Botanical Description4:

  • The leaves are 10–20 cm long and broad, palmately lobed with 5–7 lobes,Alternate and stipulate.
  • Stem is erect, aerial, herbaceous or woody, usually solid, cylindrical and branched.Herbaceous portion of stem is covered with scaly hairs, woody part is fibrous.
  • The flowers are 4–8 cm in diameter, with five white to yellow petals, often with a red or purple spot at the base of each petal.
  • The fruit is a capsule up to 18 cm long, containing numerous seeds.


Other Names:
Kacang Bendi, qiu kui, Okra, okura, Okro, Quiabos, Ochro, Quiabo, Okoro, Gumbo, Quimgombo, Bamieh, Bamya, Quingumbo, Bamia, Ladies Fingers, Bendi, Gombo, Bhindi, Kopi Arab

History: Okra was first found in former Abyssinia (present Ethiopia), and was later distributed to the Caribbean, South America, North America, Africa, India, and Eastern Mediterranea.

Chemical Composition:
The chemical composition of okra bast fibre (Abelmoschus esculentus variety) are 67.5% a-cellulose, 15.4% hemicellulose, 7.1% lignin, 3.4% pectic matter, 3.9% fatty and waxy matter and 2.7% aqueous extract.

Edible Uses:

  • Immature fruit - cooked on their own or added to soups etc. They can be used fresh or dried. Mucilaginous, they are commonly used as a thickening for soups, stews and sauces. The fruits are rich in pectin and are also a fair source of iron and calcium. The fresh fruits contain 740 iu vitamin A.
  •  Seed - cooked or ground into a meal and used in making bread or made into 'tofu' or 'tempeh'. The roasted seed is a coffee substitute. The seed contains up to 22% of an edible oil.

Medicinal Uses

  • As Antispasmodic; Demulcent; Diaphoretic; Diuretic; Emollient; Stimulant; Vulnerary.
  • The roots are very rich in mucilage, having a strongly demulcent action. This mucilage can be used as a plasma replacement. An infusion of the roots is used in the treatment of syphilis. The juice of the roots is used externally in Nepal to treat cuts, wounds and boils.
  • The leaves furnish an emollient poultice. A decoction of the immature
  • Capsules are demulcent, diuretic and emollient. It is used in the treatment of catarrhal infections, ardor urinae, dysuria and gonorrhoea.
  • The seeds are antispasmodic, cordial and stimulant.
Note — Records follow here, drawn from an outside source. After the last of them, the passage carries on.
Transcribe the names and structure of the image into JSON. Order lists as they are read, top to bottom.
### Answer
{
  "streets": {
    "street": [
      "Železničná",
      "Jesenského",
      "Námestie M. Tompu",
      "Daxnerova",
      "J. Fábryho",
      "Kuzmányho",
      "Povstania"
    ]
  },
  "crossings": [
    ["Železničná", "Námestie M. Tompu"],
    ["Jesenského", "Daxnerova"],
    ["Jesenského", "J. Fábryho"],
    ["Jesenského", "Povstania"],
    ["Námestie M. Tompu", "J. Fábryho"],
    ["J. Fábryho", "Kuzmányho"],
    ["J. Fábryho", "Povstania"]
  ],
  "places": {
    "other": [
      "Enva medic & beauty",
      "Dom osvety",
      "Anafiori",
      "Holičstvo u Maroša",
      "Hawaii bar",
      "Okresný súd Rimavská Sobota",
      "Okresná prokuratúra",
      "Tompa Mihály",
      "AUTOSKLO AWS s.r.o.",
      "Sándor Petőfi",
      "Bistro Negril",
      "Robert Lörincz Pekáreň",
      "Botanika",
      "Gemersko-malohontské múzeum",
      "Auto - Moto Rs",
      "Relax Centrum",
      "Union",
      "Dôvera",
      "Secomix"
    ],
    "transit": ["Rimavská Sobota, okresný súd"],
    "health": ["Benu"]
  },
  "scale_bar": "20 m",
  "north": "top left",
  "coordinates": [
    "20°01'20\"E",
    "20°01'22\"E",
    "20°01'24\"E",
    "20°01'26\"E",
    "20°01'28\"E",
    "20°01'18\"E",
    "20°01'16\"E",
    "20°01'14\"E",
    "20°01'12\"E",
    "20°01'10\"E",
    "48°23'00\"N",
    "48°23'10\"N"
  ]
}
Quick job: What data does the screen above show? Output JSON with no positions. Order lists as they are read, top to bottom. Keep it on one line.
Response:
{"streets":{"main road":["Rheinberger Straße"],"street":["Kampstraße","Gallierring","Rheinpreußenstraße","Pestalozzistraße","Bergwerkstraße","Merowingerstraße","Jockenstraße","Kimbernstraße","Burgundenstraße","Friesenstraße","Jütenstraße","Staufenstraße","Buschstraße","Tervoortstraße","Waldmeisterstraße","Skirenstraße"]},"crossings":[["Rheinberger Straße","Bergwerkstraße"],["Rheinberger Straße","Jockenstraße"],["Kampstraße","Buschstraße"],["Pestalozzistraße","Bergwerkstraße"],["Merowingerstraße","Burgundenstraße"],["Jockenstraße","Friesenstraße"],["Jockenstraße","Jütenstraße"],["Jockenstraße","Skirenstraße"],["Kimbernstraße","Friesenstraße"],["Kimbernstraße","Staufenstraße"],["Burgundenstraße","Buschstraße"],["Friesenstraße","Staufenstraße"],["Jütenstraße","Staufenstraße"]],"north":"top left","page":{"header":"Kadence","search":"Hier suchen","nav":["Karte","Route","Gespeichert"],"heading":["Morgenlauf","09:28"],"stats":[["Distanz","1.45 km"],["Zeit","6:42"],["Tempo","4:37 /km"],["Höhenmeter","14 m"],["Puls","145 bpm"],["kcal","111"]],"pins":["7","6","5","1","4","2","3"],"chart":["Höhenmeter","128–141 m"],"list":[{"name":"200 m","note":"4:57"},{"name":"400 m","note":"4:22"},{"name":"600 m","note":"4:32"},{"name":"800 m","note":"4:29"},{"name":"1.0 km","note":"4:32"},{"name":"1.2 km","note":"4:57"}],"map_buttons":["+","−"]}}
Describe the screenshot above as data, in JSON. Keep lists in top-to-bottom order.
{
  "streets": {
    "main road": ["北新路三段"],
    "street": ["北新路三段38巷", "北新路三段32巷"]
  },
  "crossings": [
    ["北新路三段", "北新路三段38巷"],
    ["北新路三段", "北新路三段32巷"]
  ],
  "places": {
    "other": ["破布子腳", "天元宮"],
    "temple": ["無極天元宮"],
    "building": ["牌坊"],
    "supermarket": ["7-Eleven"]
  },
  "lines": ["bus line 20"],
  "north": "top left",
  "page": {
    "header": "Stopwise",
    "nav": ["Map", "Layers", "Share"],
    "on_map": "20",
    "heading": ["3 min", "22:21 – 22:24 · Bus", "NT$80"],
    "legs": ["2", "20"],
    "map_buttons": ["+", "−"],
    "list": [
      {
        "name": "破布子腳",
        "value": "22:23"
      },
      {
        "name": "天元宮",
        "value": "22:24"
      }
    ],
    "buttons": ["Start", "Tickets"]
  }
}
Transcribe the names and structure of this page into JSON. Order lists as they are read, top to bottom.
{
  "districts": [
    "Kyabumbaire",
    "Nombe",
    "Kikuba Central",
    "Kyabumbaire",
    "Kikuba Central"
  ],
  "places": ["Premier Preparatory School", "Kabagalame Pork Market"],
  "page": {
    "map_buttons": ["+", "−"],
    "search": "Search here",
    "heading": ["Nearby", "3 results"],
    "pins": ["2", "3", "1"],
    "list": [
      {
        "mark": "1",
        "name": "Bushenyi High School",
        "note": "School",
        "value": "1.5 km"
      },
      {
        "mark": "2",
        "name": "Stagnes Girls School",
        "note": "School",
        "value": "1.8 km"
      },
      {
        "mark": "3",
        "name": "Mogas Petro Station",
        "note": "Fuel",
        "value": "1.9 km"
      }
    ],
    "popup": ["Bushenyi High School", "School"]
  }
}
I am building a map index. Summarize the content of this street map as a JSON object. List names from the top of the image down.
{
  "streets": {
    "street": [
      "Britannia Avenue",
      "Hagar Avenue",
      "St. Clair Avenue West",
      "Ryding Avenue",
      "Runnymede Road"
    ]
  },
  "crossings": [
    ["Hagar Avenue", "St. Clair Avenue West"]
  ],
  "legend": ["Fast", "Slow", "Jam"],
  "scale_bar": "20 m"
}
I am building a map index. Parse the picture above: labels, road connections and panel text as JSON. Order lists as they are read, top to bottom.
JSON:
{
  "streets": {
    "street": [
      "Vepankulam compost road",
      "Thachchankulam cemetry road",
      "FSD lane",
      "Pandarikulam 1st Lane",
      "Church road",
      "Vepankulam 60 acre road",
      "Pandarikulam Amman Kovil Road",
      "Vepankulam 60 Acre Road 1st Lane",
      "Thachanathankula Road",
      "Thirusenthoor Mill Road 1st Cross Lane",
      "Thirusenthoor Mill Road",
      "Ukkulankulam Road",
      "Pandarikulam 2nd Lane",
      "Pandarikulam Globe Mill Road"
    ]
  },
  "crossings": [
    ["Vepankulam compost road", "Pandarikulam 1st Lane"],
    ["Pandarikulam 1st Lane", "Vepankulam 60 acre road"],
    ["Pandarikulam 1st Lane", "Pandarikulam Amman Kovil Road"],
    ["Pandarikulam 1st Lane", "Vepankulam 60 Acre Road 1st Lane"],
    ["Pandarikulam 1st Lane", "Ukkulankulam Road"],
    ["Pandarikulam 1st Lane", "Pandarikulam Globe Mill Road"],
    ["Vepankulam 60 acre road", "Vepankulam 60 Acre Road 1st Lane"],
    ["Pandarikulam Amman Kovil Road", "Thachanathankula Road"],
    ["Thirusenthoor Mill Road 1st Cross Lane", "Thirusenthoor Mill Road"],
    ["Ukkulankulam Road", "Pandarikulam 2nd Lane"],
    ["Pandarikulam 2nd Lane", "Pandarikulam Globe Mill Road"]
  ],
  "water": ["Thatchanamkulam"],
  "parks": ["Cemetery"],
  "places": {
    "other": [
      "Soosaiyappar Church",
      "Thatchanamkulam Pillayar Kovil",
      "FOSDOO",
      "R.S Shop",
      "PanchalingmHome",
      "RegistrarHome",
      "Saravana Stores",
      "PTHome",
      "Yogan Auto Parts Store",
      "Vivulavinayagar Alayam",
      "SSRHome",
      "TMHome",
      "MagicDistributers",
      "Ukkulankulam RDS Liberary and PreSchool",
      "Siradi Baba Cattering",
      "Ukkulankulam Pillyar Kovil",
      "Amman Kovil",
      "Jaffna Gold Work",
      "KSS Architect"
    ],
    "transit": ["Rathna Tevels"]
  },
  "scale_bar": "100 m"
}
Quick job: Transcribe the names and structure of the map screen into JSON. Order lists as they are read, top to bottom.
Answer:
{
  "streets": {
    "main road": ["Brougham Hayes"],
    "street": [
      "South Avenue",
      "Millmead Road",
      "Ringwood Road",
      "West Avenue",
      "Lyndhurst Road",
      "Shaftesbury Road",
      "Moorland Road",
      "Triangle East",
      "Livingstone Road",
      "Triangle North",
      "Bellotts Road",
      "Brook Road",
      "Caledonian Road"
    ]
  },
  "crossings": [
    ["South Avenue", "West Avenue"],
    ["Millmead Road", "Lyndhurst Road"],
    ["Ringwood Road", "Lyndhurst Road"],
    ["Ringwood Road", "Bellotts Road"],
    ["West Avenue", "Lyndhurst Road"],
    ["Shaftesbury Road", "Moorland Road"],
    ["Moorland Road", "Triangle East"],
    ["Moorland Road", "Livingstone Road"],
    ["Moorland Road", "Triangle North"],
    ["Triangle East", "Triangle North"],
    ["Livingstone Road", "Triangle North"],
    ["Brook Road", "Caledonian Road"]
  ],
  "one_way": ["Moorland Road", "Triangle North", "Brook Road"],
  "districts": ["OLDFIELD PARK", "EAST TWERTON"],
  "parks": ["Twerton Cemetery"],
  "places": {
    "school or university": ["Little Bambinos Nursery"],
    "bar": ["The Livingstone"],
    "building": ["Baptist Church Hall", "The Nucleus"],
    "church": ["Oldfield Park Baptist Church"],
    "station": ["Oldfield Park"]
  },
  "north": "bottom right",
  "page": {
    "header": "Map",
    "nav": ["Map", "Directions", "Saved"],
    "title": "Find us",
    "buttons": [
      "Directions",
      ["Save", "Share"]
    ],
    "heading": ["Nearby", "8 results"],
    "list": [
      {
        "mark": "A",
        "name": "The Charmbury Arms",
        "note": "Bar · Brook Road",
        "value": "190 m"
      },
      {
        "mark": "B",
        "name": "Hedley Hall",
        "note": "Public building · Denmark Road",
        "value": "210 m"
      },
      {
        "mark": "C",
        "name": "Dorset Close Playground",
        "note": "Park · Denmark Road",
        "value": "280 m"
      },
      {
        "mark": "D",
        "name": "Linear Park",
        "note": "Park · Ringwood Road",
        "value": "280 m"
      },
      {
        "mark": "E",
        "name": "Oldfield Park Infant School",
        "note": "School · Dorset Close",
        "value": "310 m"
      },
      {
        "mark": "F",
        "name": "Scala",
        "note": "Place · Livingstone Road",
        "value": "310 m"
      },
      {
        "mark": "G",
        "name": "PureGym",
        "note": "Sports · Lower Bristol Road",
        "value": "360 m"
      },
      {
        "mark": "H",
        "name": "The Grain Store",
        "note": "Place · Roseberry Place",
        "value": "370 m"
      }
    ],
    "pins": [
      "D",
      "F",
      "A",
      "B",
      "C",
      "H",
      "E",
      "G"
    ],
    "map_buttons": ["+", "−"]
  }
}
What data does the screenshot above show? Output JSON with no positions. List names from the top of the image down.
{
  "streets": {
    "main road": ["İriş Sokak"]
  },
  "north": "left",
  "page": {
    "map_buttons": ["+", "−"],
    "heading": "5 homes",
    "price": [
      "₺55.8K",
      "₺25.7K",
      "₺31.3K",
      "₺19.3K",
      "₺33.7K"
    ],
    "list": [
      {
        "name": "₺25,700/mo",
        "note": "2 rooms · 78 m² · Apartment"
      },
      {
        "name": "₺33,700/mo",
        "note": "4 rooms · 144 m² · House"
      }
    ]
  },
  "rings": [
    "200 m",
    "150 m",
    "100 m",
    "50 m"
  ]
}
An infusion of the roasted seeds has sudorific properties9.

According to Sylvia Zook, a qualified nutritional specialist, states that okra can favour one's body due to its properties4:

  • Okra contains special fibre which takes sugar levels in blood under control, providing sugar quantity, acceptable for the bowels.
  • Mucilage, found in okra, is responsible for washing away toxic substances and bad cholesterol, which loads the liver.
  • Purgative properties okra possesses are beneficial for bowel purification. Due to okra fibre content, sufficient water levels in faces are ensured. Consequently, no discomfort and constipation bothers the patient. Wheat bran, applied for this purpose, can impose certain irritation on the bowels, while okra makes it smooth and all-convenient and safe for the user. Mucilage provides soft effect on the bowels. Stimulating bile movement, okra washes excess cholesterol and harmful substances from the body. This benefits the organism in general, as the toxins and bad cholesterol can induce various health conditions. Okra poses no threat to the organism, causes no addiction; it is completely safe and reliable. Moreover, it contains a bunch of useful nutrients and is cheaper than chemical alternatives.
  • Fibre okra contains is a valuable nutrient for intestine microorganisms. This ensures proper intestine functionality.
  • Okra ensures recovery from psychological and mental conditions, like anxiety, depression and general weakness.
  • Okra is an effective remedy for ulcers and joint healthiness. It is used to counteract the acids, due to its alkaline origin. It also guards the mucous membranes of the digestive system, by covering them with additional layer.
  • Okra is additionally applied for pulmonary inflammations, bowel irritations, and sore throat.
  • According to Indian researches, okra is a complex replacement for human blood plasma.

Other Uses
A fibre obtained from the stems is used as a substitute for jute. It is also used in making paper and textiles. The fibres are about 2.4mm long. When used for paper the stems are harvested in late summer or autumn after the edible seedpods have been harvested, the leaves are removed and the stems are steamed until the fibres can be stripped off. The fibres are cooked for 2 hours with lye and then put in a ball mill for 3 hours. The paper is cream coloured. A decoction of the root or of the seeds is used as a size for paper10.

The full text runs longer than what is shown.